PROBLEM DETAILS
Answer with a number only: how many lines of the entries below contain the word "street"?

(Stored data)
┄┄┄┄┄┄┄┄┄┄
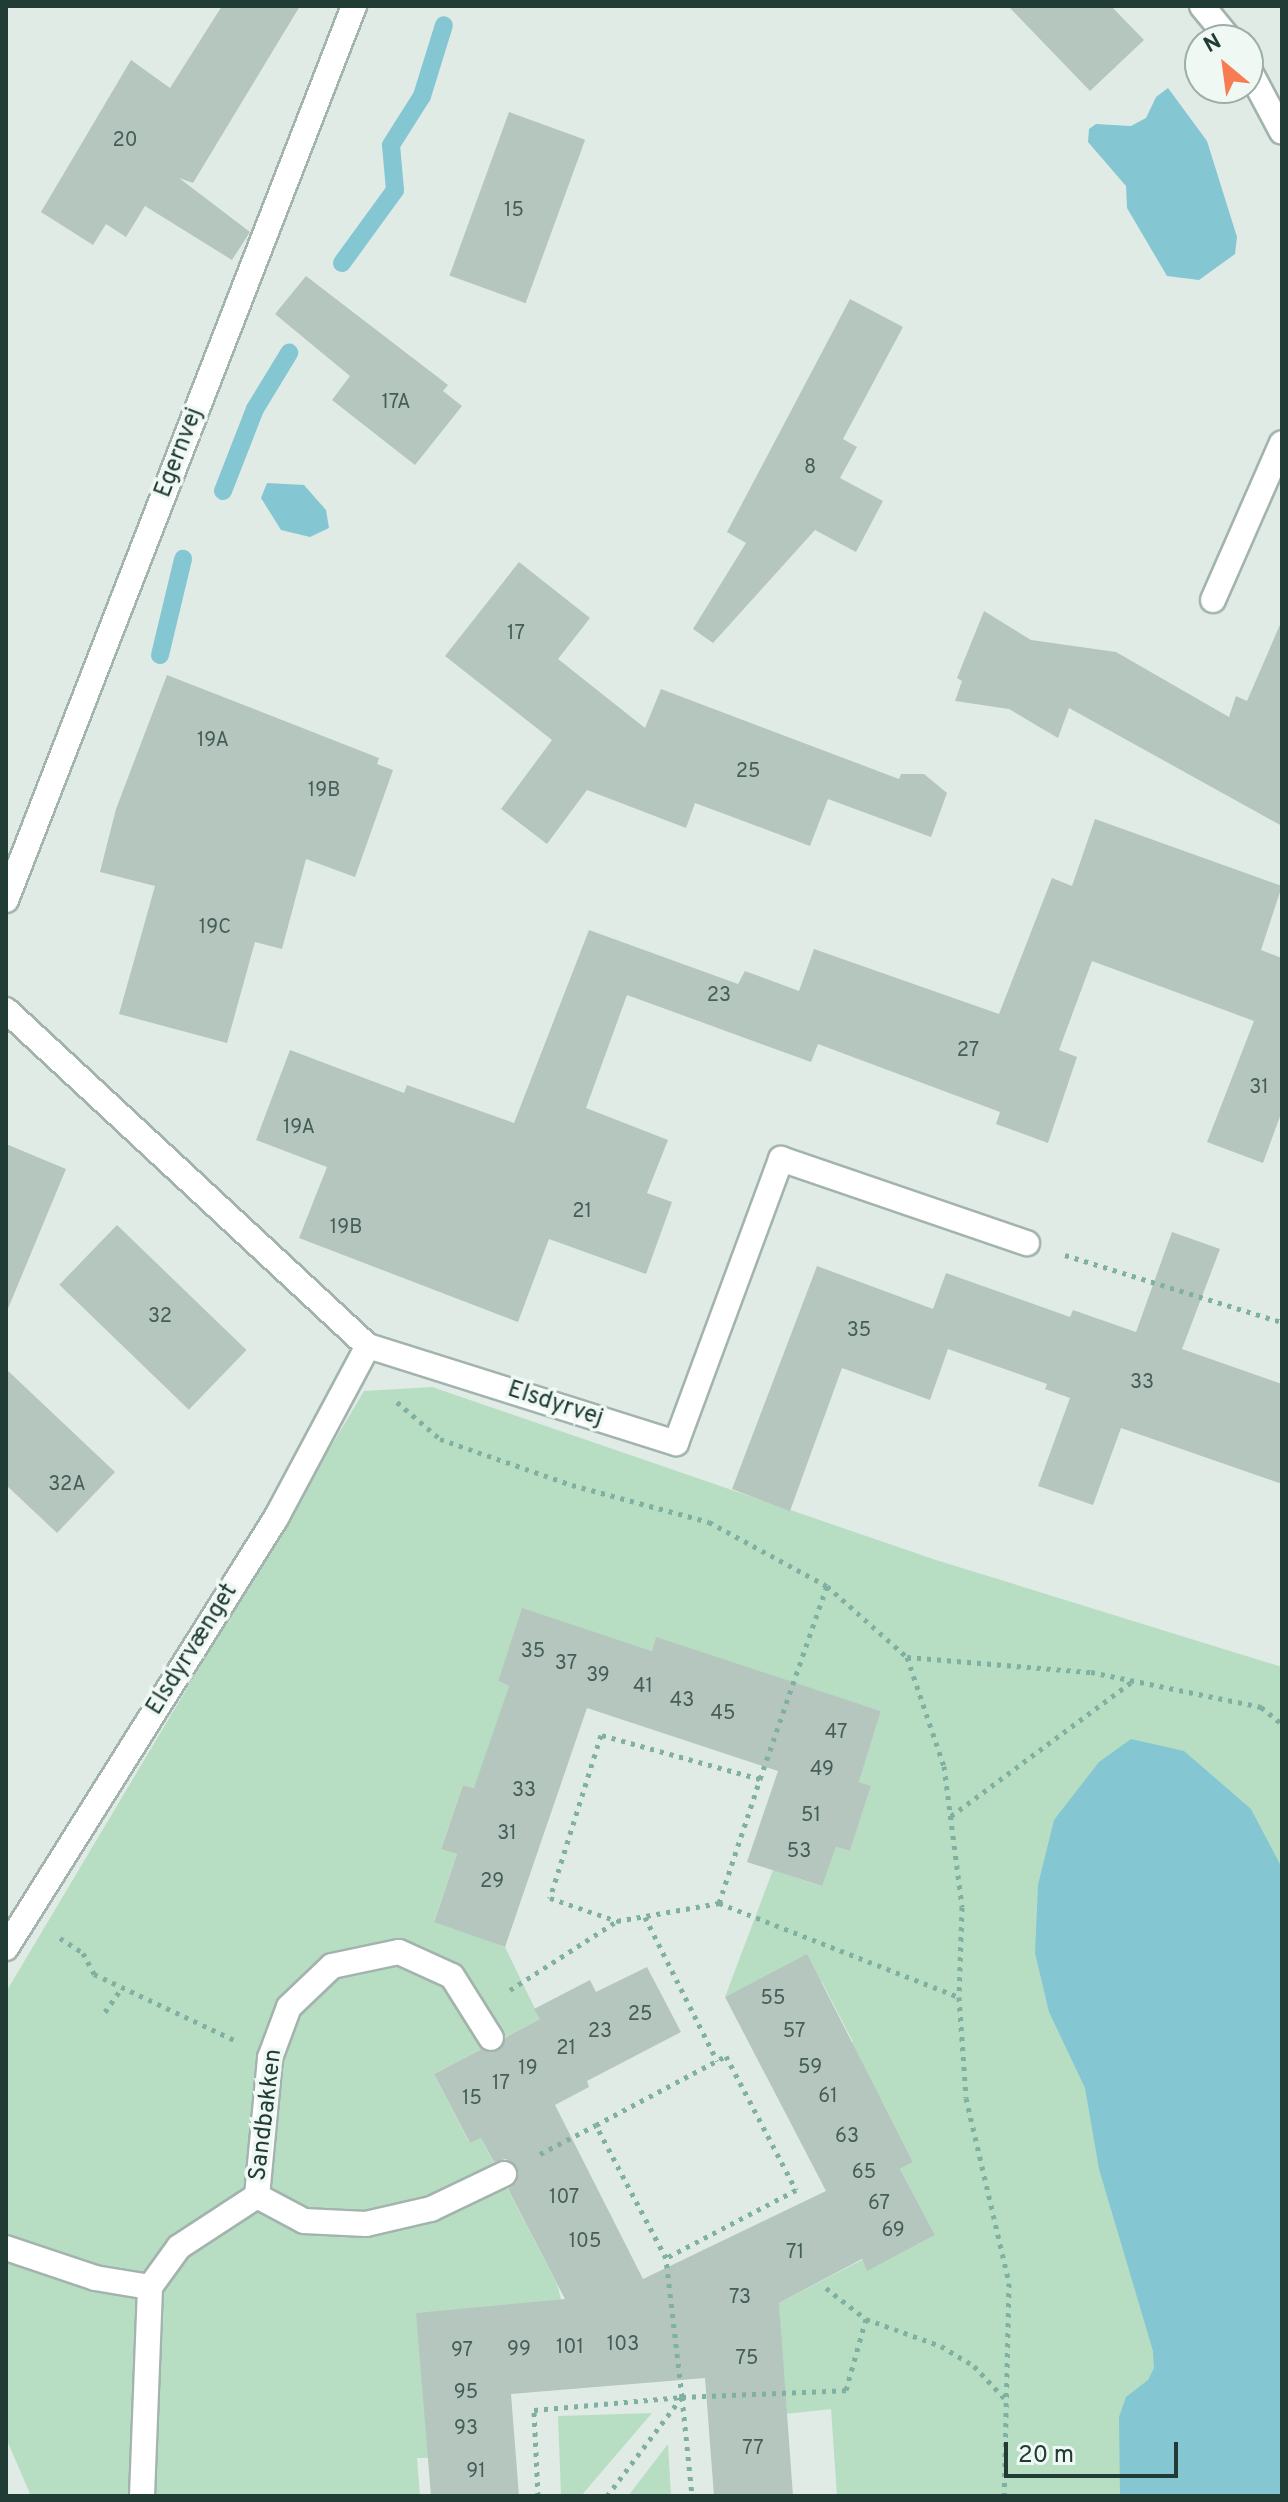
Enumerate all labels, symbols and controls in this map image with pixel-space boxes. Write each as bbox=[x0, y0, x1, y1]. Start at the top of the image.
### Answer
north arrow bbox=[1184, 24, 1264, 104]
text: N bbox=[1200, 29, 1227, 60]
house number: 20 bbox=[112, 129, 138, 153]
house number: 15 bbox=[504, 199, 524, 223]
house number: 17A bbox=[381, 391, 411, 415]
street label: Egernvej bbox=[150, 404, 210, 502]
house number: 8 bbox=[804, 456, 816, 480]
house number: 17 bbox=[507, 622, 525, 646]
house number: 19A bbox=[197, 729, 229, 753]
house number: 25 bbox=[736, 760, 760, 784]
house number: 19B bbox=[308, 779, 340, 803]
house number: 19C bbox=[199, 916, 231, 940]
house number: 23 bbox=[707, 984, 731, 1008]
house number: 27 bbox=[957, 1039, 979, 1063]
house number: 31 bbox=[1249, 1076, 1269, 1100]
house number: 19A bbox=[283, 1116, 315, 1140]
house number: 21 bbox=[572, 1200, 592, 1224]
house number: 19B bbox=[330, 1216, 362, 1240]
house number: 32 bbox=[148, 1305, 172, 1329]
house number: 35 bbox=[847, 1319, 871, 1343]
house number: 33 bbox=[1130, 1371, 1154, 1395]
street label: Elsdyrvej bbox=[504, 1376, 606, 1434]
house number: 32A bbox=[48, 1473, 86, 1497]
street label: Elsdyrvænget bbox=[141, 1579, 245, 1721]
house number: 35 bbox=[521, 1640, 545, 1664]
house number: 37 bbox=[555, 1652, 577, 1676]
house number: 39 bbox=[586, 1664, 610, 1688]
house number: 41 bbox=[633, 1675, 653, 1699]
house number: 43 bbox=[670, 1689, 694, 1713]
house number: 45 bbox=[711, 1702, 735, 1726]
house number: 47 bbox=[825, 1721, 847, 1745]
house number: 49 bbox=[810, 1758, 834, 1782]
house number: 33 bbox=[512, 1779, 536, 1803]
house number: 51 bbox=[801, 1804, 821, 1828]
house number: 31 bbox=[497, 1822, 517, 1846]
house number: 53 bbox=[787, 1840, 811, 1864]
house number: 29 bbox=[480, 1870, 504, 1894]
house number: 55 bbox=[761, 1987, 785, 2011]
house number: 25 bbox=[628, 2003, 652, 2027]
house number: 23 bbox=[588, 2020, 612, 2044]
house number: 57 bbox=[783, 2020, 805, 2044]
house number: 21 bbox=[556, 2037, 576, 2061]
street label: Sandbakken bbox=[245, 2047, 289, 2183]
house number: 59 bbox=[798, 2056, 822, 2080]
house number: 19 bbox=[518, 2057, 538, 2081]
house number: 17 bbox=[492, 2072, 510, 2096]
house number: 61 bbox=[818, 2085, 838, 2109]
house number: 15 bbox=[462, 2087, 482, 2111]
house number: 63 bbox=[835, 2125, 859, 2149]
house number: 65 bbox=[852, 2161, 876, 2185]
house number: 107 bbox=[549, 2186, 579, 2210]
house number: 67 bbox=[868, 2192, 890, 2216]
house number: 69 bbox=[881, 2219, 905, 2243]
house number: 105 bbox=[569, 2230, 601, 2254]
house number: 71 bbox=[786, 2241, 804, 2265]
house number: 73 bbox=[729, 2286, 751, 2310]
house number: 103 bbox=[607, 2333, 639, 2357]
house number: 101 bbox=[556, 2336, 584, 2360]
house number: 99 bbox=[507, 2338, 531, 2362]
house number: 97 bbox=[451, 2339, 473, 2363]
house number: 75 bbox=[736, 2347, 758, 2371]
house number: 95 bbox=[454, 2381, 478, 2405]
house number: 93 bbox=[454, 2417, 478, 2441]
scale bar bbox=[1008, 2426, 1182, 2476]
house number: 77 bbox=[742, 2437, 764, 2461]
text: 20 m bbox=[1018, 2441, 1074, 2471]
house number: 91 bbox=[466, 2460, 486, 2484]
┄┄┄┄┄┄┄┄┄┄
RESULT BELOW
4